Q: Will [former Finance Minister] Aleksei Kudrin write the new economic program?

A: He is ready to help. We agreed that he would be more active in the presidential expert council. He will deal with issues about development strategies.

12:24 14.4.2016

"Russia didn’t leave Syria and [abandon] it," Putin says. Russia left the Syrian Army in the state where it is able to continue its operations with the Russian troops that remain there.

12:26 14.4.2016
12:30 14.4.2016

Russians from all over the country are complaining that their wages aren’t paid on time -- or at all.

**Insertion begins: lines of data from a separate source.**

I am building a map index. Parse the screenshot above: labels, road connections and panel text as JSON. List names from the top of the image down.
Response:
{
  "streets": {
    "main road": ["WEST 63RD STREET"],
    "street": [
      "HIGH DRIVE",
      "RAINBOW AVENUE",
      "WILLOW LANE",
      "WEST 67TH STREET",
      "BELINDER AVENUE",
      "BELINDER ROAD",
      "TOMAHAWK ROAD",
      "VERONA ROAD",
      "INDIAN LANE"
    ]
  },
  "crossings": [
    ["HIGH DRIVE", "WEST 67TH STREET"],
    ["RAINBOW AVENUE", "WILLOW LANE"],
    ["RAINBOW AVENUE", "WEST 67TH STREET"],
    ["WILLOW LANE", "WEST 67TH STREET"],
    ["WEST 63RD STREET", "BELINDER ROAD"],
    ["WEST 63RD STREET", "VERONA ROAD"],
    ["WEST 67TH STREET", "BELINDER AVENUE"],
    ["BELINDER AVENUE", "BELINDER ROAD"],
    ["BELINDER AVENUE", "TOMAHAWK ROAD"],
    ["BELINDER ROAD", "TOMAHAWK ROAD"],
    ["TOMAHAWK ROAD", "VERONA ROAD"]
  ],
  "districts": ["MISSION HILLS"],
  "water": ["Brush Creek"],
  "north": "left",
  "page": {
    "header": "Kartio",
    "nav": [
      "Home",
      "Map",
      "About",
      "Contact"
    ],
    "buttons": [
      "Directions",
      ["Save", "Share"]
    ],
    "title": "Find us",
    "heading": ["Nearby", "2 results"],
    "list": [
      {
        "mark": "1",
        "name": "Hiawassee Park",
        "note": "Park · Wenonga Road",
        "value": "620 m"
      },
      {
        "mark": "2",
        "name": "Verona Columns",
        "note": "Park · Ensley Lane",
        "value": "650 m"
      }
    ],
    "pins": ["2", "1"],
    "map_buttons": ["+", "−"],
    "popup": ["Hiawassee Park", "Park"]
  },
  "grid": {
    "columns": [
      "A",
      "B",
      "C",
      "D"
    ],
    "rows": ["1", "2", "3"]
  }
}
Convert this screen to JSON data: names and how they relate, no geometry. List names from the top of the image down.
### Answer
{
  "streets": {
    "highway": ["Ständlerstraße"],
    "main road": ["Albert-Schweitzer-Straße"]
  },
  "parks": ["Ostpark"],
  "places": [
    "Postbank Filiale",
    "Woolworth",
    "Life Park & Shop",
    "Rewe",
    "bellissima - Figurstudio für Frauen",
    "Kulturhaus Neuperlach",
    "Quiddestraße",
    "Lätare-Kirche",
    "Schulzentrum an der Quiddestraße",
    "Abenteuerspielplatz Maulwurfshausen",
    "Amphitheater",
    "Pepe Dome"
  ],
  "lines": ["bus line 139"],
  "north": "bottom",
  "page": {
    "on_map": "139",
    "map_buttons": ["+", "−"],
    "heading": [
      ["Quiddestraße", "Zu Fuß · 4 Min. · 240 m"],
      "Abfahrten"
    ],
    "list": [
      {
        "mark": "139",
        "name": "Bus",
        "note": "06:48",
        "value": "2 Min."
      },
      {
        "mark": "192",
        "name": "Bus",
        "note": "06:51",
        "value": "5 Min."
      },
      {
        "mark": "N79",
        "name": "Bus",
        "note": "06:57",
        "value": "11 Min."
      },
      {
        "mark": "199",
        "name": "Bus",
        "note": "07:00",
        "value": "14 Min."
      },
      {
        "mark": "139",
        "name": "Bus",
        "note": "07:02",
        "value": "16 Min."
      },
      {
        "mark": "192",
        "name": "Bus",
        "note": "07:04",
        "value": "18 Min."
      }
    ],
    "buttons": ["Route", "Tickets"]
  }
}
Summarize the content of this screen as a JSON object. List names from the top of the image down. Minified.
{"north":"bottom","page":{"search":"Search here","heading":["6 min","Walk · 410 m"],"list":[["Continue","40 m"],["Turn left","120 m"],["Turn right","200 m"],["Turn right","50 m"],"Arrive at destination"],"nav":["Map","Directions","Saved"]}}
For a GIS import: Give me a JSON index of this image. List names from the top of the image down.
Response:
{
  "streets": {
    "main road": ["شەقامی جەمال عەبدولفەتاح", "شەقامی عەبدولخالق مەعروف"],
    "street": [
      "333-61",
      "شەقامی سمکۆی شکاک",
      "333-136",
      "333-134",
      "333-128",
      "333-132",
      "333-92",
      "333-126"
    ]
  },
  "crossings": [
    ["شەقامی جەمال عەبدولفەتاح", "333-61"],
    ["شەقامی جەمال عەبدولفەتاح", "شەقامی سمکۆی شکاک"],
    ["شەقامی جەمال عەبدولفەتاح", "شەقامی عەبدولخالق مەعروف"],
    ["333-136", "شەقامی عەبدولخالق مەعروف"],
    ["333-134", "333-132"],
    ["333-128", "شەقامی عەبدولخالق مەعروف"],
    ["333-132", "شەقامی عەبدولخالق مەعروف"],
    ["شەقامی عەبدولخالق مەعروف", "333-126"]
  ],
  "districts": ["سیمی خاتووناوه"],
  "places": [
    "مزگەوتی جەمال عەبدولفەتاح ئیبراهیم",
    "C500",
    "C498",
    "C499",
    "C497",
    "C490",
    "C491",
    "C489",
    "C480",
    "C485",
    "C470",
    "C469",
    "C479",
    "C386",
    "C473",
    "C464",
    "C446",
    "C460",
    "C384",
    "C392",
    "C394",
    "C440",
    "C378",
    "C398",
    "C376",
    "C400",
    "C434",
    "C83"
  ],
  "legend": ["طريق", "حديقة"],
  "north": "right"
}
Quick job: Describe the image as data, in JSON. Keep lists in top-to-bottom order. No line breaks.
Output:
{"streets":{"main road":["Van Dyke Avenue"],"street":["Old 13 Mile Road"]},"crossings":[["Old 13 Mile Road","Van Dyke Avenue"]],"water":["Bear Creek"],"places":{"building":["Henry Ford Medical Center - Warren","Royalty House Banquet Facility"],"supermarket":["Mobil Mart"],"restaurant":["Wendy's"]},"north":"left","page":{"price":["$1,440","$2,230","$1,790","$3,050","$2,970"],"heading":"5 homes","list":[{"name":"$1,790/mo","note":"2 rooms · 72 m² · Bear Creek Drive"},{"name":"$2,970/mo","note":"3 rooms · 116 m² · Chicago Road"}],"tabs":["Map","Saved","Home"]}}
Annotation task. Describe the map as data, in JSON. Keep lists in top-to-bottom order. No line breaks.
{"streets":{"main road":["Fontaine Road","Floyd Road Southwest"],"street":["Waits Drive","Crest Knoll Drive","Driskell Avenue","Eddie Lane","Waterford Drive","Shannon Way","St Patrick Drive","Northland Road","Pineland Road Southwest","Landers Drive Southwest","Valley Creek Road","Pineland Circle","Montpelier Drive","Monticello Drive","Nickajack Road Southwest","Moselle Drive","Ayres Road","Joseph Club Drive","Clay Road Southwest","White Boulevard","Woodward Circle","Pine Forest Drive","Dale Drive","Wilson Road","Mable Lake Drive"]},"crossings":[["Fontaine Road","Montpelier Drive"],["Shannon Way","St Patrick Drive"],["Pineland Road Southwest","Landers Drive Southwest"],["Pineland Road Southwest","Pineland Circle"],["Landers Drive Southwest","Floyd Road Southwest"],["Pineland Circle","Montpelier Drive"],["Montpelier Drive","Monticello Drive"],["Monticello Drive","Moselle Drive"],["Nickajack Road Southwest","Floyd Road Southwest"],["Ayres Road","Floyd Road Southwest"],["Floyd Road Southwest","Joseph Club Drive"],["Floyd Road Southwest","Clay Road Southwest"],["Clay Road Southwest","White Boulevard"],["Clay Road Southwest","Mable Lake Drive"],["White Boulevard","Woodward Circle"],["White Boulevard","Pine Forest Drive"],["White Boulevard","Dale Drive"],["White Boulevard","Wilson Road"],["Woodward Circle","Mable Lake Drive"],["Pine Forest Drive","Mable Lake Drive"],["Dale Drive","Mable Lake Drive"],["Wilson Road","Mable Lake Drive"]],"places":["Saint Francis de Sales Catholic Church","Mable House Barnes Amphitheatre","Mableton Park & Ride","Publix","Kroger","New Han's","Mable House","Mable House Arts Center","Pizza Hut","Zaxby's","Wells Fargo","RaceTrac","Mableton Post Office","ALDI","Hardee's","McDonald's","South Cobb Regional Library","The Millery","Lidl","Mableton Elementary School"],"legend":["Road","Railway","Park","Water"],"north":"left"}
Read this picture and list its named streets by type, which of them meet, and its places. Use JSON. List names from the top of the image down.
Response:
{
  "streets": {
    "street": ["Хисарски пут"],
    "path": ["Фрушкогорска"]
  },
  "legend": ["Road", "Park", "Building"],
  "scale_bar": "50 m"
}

Putin blames falling oil prices and the unwillingness of companies to lay off workers.

12:34 14.4.2016

Putin denies that pharmacies only carry expensive foreign medication. "The government is dealing with the issue constantly," Putin says.

12:35 14.4.2016

The Power Vertical Weighs In:

So we're 30 minutes in and here are my initial impressions.

1) Domestic issues trump foreign policy. So far, by my back-of-the-envelope count, there have been 11 questions about domestic issues (roads, wage arrears, medicine, inflation) and just two about foreign affairs (terrorism, Syria). Not one question about Ukraine.

2) Putin looks flat, like his heart's not really in it this year.

Still a lot of time to go, but that's my initial take.

-- Brian Whitmore

12:37 14.4.2016

A pharmaceutical executive is in the audience. He says that Russian producers can’t afford to make cheap drugs because the materials come from abroad and are very expensive.